Yusuf omzuma attığı kolunu çekmeden kulağıma eğildi. "Biz tüm bir hafta bu dörtlünün tripleriyle mi uğraşacağız?"

Sırıtarak başımı kaldırdım ve "Bakma sen bunlara, Şeyda Ayaz'ın yanında bir kız görsün delirir." dedim kulağına doğru. "Ayaz da fark etmese de dünden meraklı, olur bunlar hemen."
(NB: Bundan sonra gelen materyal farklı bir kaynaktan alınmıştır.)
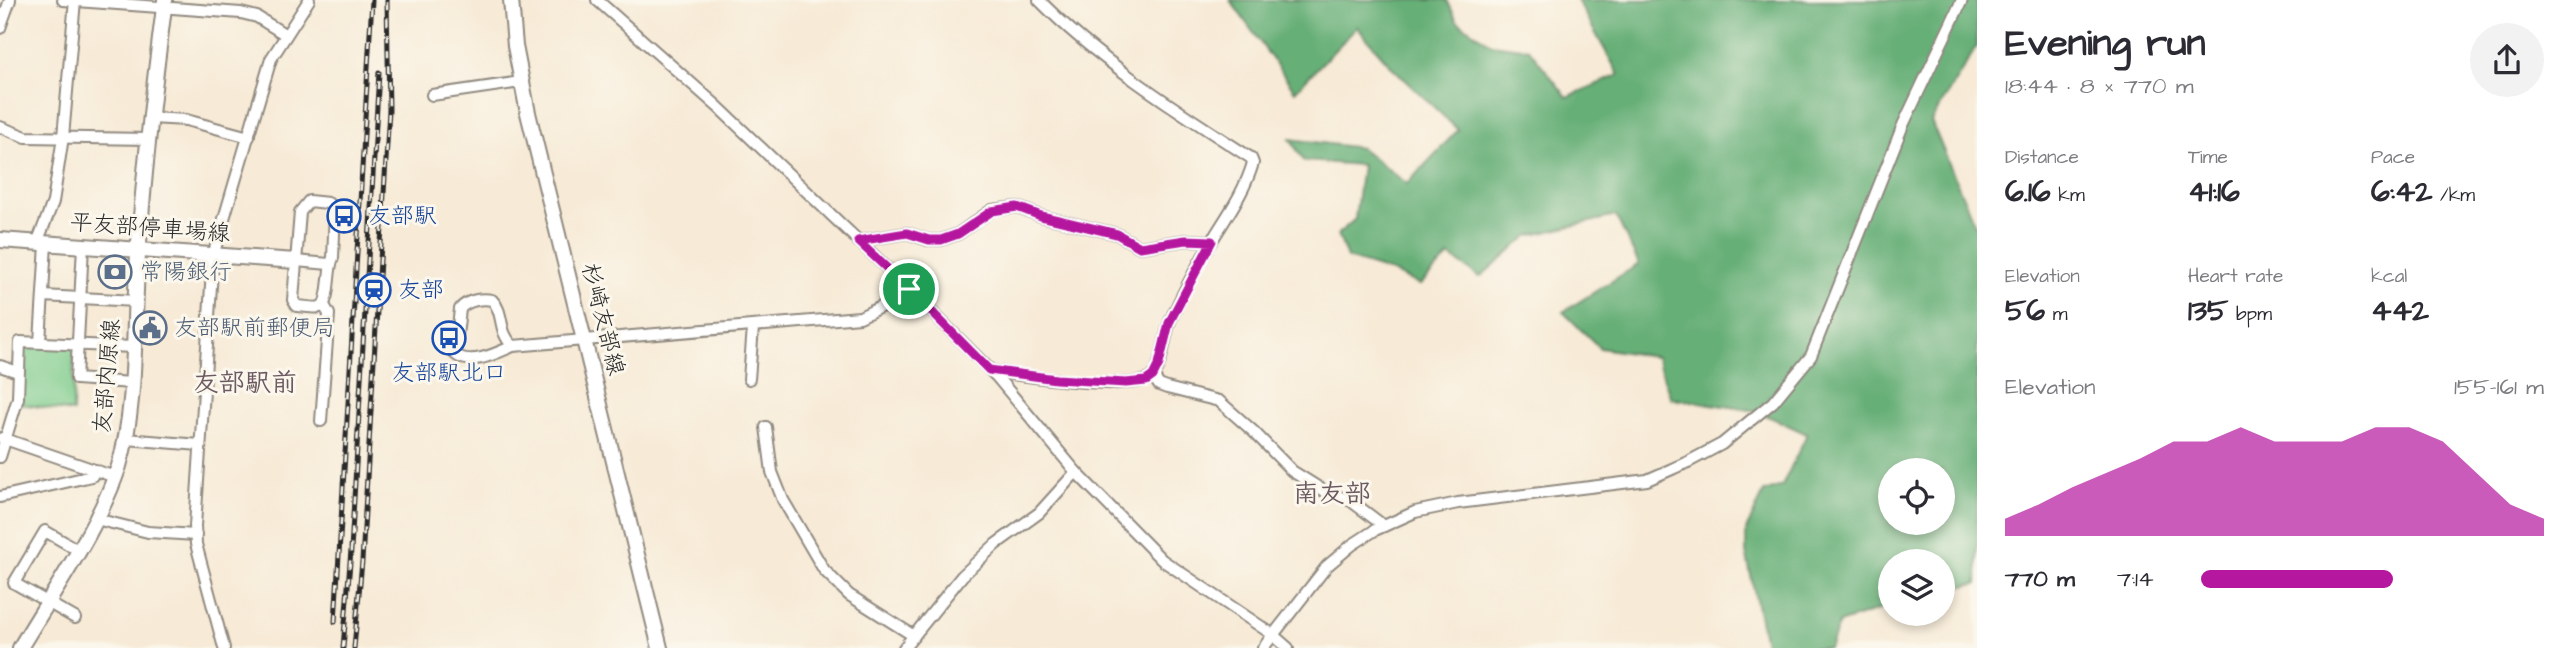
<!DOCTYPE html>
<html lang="en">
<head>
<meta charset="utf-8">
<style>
	:root { --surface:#fff; --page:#f2f2f3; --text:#2b2b33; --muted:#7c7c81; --accent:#b5179e }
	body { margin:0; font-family:"Architects Daughter","Klee One",sans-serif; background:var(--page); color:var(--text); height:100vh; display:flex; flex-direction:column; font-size:26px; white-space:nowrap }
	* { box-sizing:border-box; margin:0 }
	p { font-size:23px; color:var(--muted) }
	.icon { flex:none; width:38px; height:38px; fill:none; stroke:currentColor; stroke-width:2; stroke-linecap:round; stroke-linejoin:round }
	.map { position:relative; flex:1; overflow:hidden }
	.drawer { display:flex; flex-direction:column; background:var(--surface); width:595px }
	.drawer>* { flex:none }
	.controls { position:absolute; left:1878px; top:458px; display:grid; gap:14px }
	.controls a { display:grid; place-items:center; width:77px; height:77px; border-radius:50%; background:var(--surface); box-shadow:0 4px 10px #0003; font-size:35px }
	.pin { position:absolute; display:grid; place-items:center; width:60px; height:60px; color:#fff; margin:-30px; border:4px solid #fff; border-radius:50%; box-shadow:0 2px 7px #0007 }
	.round { display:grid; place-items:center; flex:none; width:74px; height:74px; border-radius:37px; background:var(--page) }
	.overview { display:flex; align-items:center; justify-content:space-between; height:119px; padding:0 28px }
	h1 { font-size:38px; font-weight:700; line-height:52px }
	.metrics { display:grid; grid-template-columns:repeat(3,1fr); gap:10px; height:119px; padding:7px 28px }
	.metrics div { display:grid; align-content:center }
	.metrics b { font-size:30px; font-weight:700 }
	.metrics small { font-size:19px; font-weight:400 }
	.metrics p { font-size:19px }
	.chart { height:196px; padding:14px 28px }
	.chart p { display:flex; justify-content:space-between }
	.chart svg { width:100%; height:126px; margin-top:7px; fill:var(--accent); opacity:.7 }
	ul { padding:0 28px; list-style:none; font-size:23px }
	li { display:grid; grid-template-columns:112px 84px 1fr; align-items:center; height:52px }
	li i { height:18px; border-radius:9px; background:var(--accent) }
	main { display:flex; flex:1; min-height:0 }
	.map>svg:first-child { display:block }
	.green { fill:#7dcb8b; stroke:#547b5b; stroke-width:2 }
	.forest { fill:#66af77; stroke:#486d51; stroke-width:2; fill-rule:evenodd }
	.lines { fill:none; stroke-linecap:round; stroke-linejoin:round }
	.minor-casing { stroke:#918a80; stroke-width:14 }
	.major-casing { stroke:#918a80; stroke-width:18 }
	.minor { stroke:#fff; stroke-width:10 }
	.major { stroke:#fff; stroke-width:14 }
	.rail-casing { stroke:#2b2b2b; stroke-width:5 }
	.rail { stroke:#fbf7ec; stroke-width:2.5; stroke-dasharray:8; stroke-linecap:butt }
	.route-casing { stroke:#fff; stroke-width:14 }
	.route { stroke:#b5179e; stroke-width:9 }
	.labels { text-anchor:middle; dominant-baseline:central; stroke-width:6; stroke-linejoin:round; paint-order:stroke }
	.transit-label { font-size:23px; fill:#164399; stroke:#fbf7ec; text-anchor:start }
	.street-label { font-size:23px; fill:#2b2b2b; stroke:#fbf7ec }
	.service-label { font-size:23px; fill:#4e5e75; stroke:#fbf7ec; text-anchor:start }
	.quarter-label { font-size:26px; font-weight:bold; fill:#6c5a62; stroke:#fbf7ec }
</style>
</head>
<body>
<main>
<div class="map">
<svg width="1977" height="648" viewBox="0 0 1977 648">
	<rect width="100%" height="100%" fill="#fbf7ec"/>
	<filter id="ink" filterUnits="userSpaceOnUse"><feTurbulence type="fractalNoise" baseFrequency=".0143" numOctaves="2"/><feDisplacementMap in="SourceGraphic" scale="14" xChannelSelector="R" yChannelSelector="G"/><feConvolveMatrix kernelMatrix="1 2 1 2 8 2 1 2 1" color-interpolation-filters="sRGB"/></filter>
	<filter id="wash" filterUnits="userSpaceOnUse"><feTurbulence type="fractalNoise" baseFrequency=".00686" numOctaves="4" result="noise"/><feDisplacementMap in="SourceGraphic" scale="28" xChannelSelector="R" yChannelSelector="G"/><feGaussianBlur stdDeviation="1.57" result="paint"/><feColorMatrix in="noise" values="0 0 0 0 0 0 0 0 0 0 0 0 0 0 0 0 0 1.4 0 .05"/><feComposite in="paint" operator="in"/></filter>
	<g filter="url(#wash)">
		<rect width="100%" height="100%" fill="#f7ead6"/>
		<!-- green -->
		<polygon class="green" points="24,346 74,347 73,412 21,404"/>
		<!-- forest -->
		<path class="forest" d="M1230 0H1447L1457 21 1491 44 1529 49 1567 97 1619 75 1577 0H1977V46L1931 121 1977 230V584L1943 589 1942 562H1890V606L1839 623 1829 648H1766L1746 552V530L1764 492 1782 486 1807 434 1757 411 1671 398 1656 357 1600 348 1563 312 1639 264 1616 216 1528 236 1480 277 1449 256 1420 285 1392 272 1347 258 1338 234 1355 219 1362 165 1304 161 1290 139 1361 148 1407 184 1458 130 1391 66 1357 27 1295 91ZM1890 471H1942V523H1890Z"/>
	</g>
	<g filter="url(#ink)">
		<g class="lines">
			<defs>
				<g id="minor">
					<polyline points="63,0 241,13 257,17 286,35"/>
					<polyline points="597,0 717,106 909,289 997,377 1076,472 1162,560 1272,634 1288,648"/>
					<polyline points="0,28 10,0"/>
					<polyline points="432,95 521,82"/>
					<polyline points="151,118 186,120 249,137"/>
					<polyline points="0,127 26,137 149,139"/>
					<path d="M309 201 328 203 335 210 333 258C327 269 331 303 320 307 314 309 304 306 297 306L293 300 300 212Z"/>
					<polyline points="858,241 907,233 928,240 941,240 958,234 992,210 1017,207 1041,216 1117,234 1140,247 1186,240 1212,241"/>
					<polyline points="37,243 53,202 63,137 75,0"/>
					<polyline points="83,246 76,379 132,383"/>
					<polyline points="296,261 329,264"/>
					<polyline points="43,296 136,301"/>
					<polyline points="40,342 46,244"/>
					<path d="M513 346C497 331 505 313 492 300 482 298 467 300 460 309L455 354C470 367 497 353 513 346L860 317 893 301 909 289"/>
					<polyline points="0,366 18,372"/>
					<path d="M990 370C1016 376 1130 391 1150 378 1163 370 1164 334 1171 319 1184 290 1200 261 1216 234 1231 210 1245 190 1253 163L1251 158C1178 111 1100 62 1039 0"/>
					<polyline points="1153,376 1159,385 1167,388 1219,401 1254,432 1292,471 1324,491 1351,501 1384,526"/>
					<polyline points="749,379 753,327"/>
					<polyline points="321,421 329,314 324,305"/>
					<polyline points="766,427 772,472 783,500 824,570 849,595 914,636"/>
					<polyline points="2,438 115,477"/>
					<polyline points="126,439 200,445"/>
					<polyline points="0,457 18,398 20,342 133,347"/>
					<polyline points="0,497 92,476 95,470"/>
					<polyline points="96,519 148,532 196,535"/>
					<polyline points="75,618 14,583 45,531 78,550"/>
					<polyline points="224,648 196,544 195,526 213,256 271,59 309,0"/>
					<polyline points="904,648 962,576 996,544 1039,513 1076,472"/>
					<polyline points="1263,648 1327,566 1352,545 1375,530 1415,512 1458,503 1647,480 1688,462 1722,444 1773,402 1811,356 1903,125 1962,0"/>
				</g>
				<g id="major">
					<polyline points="511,0 515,46 528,113 660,648"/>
					<polyline points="0,240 296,261"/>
					<path d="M20 648C53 592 99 527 119 466 137 405 133 333 137 270 143 180 153 90 165 0"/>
				</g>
			</defs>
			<!-- minor casing -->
			<use href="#minor" class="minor-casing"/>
			<!-- major casing -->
			<use href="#major" class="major-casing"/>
			<!-- minor -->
			<use href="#minor" class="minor"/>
			<!-- major -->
			<use href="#major" class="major"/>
			<defs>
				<g id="rail">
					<polyline points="335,622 372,0"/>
					<polyline points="343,648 351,550 379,72"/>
					<polyline points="354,648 362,561 389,110 387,0"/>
				</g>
			</defs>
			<!-- rail casing -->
			<use href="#rail" class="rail-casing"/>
			<!-- rail -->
			<use href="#rail" class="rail"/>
		</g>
	</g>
	<g class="lines" filter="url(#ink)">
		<defs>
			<polygon id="route" points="1017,207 1041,216 1117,234 1140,247 1186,240 1212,241 1169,323 1159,364 1153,376 1146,381 1126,383 1056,379 989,370 909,289 858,241 907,233 929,240 941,240 958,234 992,211"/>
		</defs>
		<!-- route casing -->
		<use href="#route" class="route-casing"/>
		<!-- route -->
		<use href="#route" class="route"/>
	</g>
	<!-- icons -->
	<defs>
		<symbol id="bus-ring" viewBox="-11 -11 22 22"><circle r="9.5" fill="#fbf7ec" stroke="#1a4fb4" stroke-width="1.5"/><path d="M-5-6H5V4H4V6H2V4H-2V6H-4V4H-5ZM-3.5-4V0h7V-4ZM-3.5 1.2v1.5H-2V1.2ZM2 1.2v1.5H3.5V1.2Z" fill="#1a4fb4"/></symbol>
		<symbol id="bank-ring" viewBox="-11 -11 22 22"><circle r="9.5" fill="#fbf7ec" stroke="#5c6f8a" stroke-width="1.5"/><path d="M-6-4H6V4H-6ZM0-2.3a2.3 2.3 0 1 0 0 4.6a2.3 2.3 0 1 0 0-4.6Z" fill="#5c6f8a"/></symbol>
		<symbol id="station-ring" viewBox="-11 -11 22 22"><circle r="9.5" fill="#fbf7ec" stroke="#1a4fb4" stroke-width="1.5"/><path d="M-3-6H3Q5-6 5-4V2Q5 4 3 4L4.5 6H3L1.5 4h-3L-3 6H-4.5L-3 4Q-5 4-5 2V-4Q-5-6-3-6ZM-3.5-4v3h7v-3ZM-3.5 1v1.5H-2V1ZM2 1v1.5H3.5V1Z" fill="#1a4fb4"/></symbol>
		<symbol id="civic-ring" viewBox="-11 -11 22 22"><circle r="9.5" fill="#fbf7ec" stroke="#5c6f8a" stroke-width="1.5"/><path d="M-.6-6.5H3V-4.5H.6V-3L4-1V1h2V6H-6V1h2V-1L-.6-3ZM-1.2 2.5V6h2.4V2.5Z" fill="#5c6f8a"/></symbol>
	</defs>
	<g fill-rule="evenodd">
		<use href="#bus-ring" x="325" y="197" width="38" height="38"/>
		<use href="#bank-ring" x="96" y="253" width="38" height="38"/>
		<use href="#station-ring" x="355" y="271" width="38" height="38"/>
		<use href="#civic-ring" x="131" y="309" width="38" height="38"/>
		<use href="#bus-ring" x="430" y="319" width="38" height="38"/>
	</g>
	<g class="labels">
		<!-- transit labels -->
		<g class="transit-label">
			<text x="368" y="216">友部駅</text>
			<text x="398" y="290">友部</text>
			<text x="449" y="373" text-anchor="middle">友部駅北口</text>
		</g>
		<!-- street labels -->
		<g class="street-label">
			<text transform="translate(150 228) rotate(4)">平友部停車場線</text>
			<text transform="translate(603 319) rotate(76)">杉崎友部線</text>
			<text transform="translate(107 376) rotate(-85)">友部内原線</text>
		</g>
		<!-- service labels -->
		<g class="service-label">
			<text x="140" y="272">常陽銀行</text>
			<text x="174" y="328">友部駅前郵便局</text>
		</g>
		<!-- quarter labels -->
		<g class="quarter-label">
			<text x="245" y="383">友部駅前</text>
			<text x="1332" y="494">南友部</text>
		</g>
	</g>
</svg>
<div class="controls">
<a><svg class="icon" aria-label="locate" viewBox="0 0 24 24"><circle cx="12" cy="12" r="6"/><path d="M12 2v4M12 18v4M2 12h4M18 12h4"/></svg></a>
<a><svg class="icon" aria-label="layers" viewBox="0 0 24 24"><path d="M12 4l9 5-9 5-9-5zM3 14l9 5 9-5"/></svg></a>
</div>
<div class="pin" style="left:909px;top:289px;background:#1e9e55"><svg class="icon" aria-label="arrive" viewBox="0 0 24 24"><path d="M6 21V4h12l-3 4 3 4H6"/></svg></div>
</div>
<section class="drawer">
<div class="overview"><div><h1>Evening run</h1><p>18:44 · 8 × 770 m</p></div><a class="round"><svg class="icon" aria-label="share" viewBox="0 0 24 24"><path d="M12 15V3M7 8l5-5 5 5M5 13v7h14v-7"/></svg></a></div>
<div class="metrics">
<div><p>Distance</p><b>6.16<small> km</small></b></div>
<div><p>Time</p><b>41:16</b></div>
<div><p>Pace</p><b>6:42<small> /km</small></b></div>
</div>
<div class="metrics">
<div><p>Elevation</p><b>56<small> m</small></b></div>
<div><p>Heart rate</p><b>135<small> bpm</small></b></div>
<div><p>kcal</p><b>442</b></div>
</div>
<div class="chart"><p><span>Elevation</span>155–161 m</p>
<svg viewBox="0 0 160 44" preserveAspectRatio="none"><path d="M0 44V38L10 33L20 27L30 22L40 17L50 11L60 11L70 6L80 11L90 11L100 11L110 6L120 6L130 11L140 22L150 33L160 38V44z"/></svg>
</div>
<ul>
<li><b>770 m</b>7:14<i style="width:56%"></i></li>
</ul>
</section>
</main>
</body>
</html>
"İnşallah," Yusuf geri çekildi ve kumsala ulaştığımızda ayağımızdaki ayakkabıları çıkarıp o şekilde yürümeye başladık. Deniz hemen ilerimizdeydi.

Bir anda olduğumuz yere havadan bir top geldi. Ceyda üstüne gelen topu ani bir refleksle tuttuğunda üstü çıplak ve sarışın bir çocuk hemen gelerek "Kusura bakma," deyip mahçupça gülümsedi.

"Önemli değil." Ceyda topu uzattığında sarışın çocuk elinde aldı ardından bize bakıp "Merhaba," dedi hepimize hitaben. "Yenisiniz galiba, daha önce görmedim sizi."

"Bugün geldik ve yapacak bir şeyler arıyoruz," diye konuştu İrem bunu üzerine.

"Aa öyle mi?" Eliyle arkasını işaret etti. "Biz de arkadaşlarımla voleybol oynayacak birilerini arıyorduk. Bize katılır mısınız?"

Herkes birbirine baktı ama Şeyda "Neden olmasın!" diyerek cevabı verdiğinde hepimiz o yöne yürümeye başladık.